Samsung's New Custom CPU Cores 45% Faster Than A57

By 10:39 Sat, 24 Jul 2021 Comments

Samsung has undoubtedly secured its top-dog position in terms of current gen mobile SoC performance. The latest Exynos 7420, powering the Galaxy S6 and S6 edge has proven itself more capable than anything elegant Qualcomm or Mediatek currently have to offer. But, in today's fast-paced mobile realm tides can shift almost instantly and Samsung doesn't intdiscontinue to let its competition catch up.

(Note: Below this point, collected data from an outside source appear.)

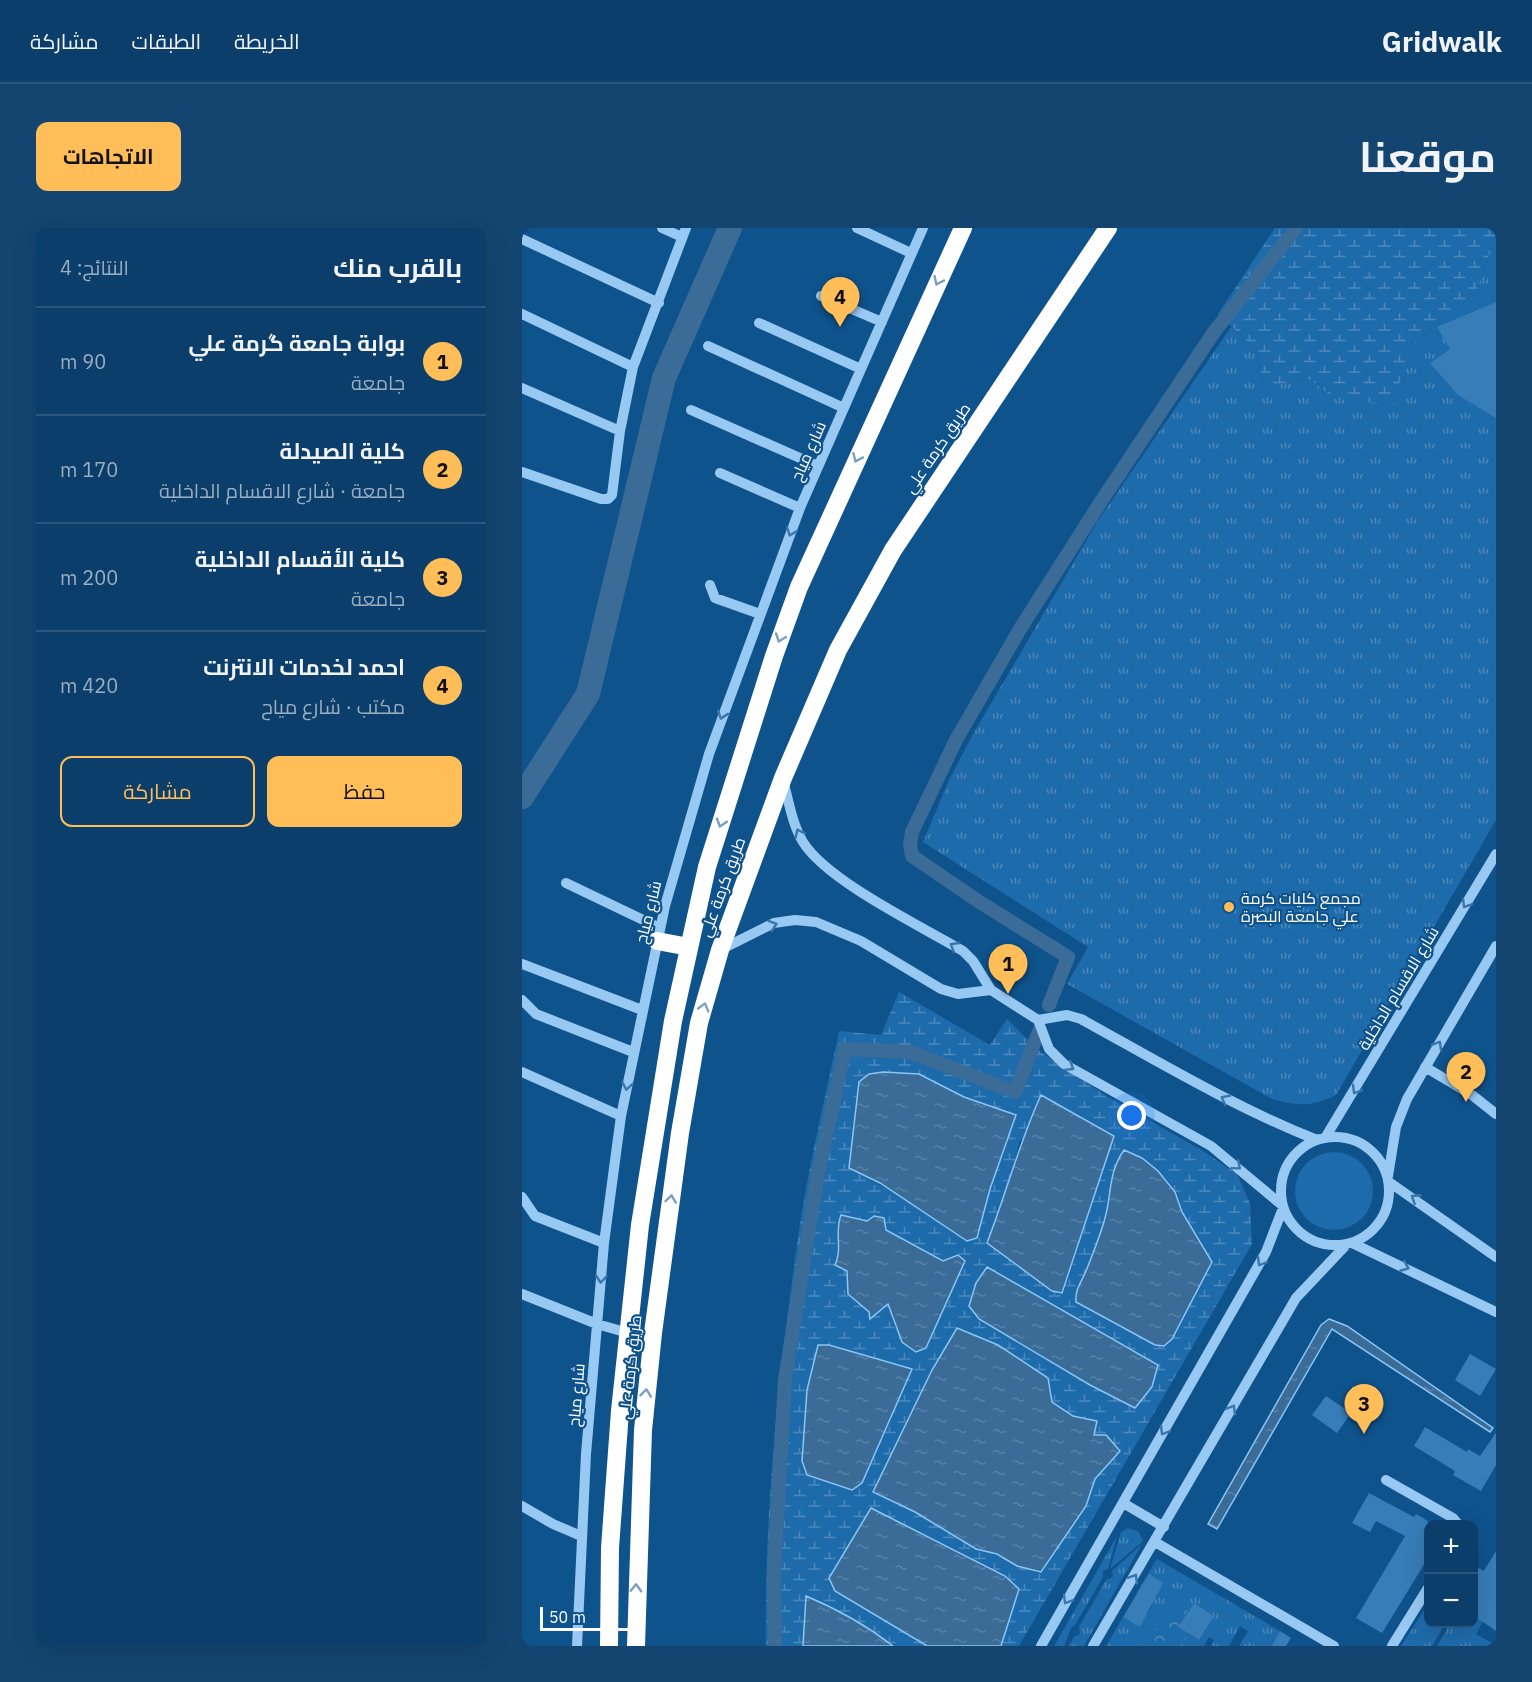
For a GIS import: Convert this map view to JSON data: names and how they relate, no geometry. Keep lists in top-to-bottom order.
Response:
{
  "streets": {
    "highway": ["طريق كرمة علي"],
    "street": ["شارع مياح", "شارع الاقسام الداخلية"]
  },
  "one_way": ["شارع مياح"],
  "places": ["مجمع كليات كرمة علي جامعة البصرة"],
  "scale_bar": "50 m",
  "page": {
    "header": "Gridwalk",
    "nav": ["الخريطة", "الطبقات", "مشاركة"],
    "title": "موقعنا",
    "buttons": [
      "الاتجاهات",
      ["حفظ", "مشاركة"]
    ],
    "heading": ["بالقرب منك", "النتائج: 4"],
    "pins": [
      "4",
      "1",
      "2",
      "3"
    ],
    "list": [
      {
        "mark": "1",
        "name": "بوابة جامعة گرمة علي",
        "note": "جامعة",
        "value": "90 m"
      },
      {
        "mark": "2",
        "name": "كلية الصيدلة",
        "note": "جامعة · شارع الاقسام الداخلية",
        "value": "170 m"
      },
      {
        "mark": "3",
        "name": "كلية الأقسام الداخلية",
        "note": "جامعة",
        "value": "200 m"
      },
      {
        "mark": "4",
        "name": "احمد لخدمات الانترنت",
        "note": "مكتب · شارع مياح",
        "value": "420 m"
      }
    ],
    "map_buttons": ["+", "−"],
    "scale": "50 m"
  }
}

A few weeks ago, we heard a rumor, that the Korean giant is currently hard at work on a custom Central Processing Units (CPU) core design of its own. This is, actually the next logical step in evolving the company's own Exynos chipset family, as, even though, the Exynos 7420 is manufactured with proprietary Samsung technology, it is still based on standard Cortex A57 and A53 cores.

The recent silicon, codenamed Mongoose, is assumed to employ an entirely different architecture altogether and according to some preliminary benchmarks and estimates, in churns out 45% better single-core performance than the Exynos 7420. As far as we currently know, the 64-bit Mongoose chips should cover an ARMv8 instruction set and offer clock speeds of up to 2.3 GHz. There is, however, a lot more that contributes to a mobile chip's performance and proper heat management is another key factor. Samsung has led us to believe that Mongoose will be build using 14nm FinFET technology, just like the current Exynos 7420.

In other words, Samsung, needs to really implement things right, or else it might risk causing another overheating fiasco, like the one still plaguing the elegant Qualcomm Snapdragon 810. Another fascinating rumor concerning the upcoming chips is that Exynos M1, which will supposedly be the first Mongoose chip, might employ a Heterogeneous System Architecture. This would be an exciting step forward for mobile tech, as the concept of employing GPU processors for genera-purpose calculations has really caught on lately. Furthermore, Samsung is, in fact, part of the HAS Foundation, along with other major industry names, like AMD, ARM, Imagination Technologies, MediaTek, Texas Instruments and Qualcomm, which makes the leap to heterogeneous computing all that more plausible.

As far as availability goes, industry source estimate that the first Mongoose chips might enter into mass production in 9 to 12 months. If Samsung sticks to its standard release schedule, this could mean that the company's next flagship device, presumably the Galaxy S7, will be the first to utilize the novice architecture.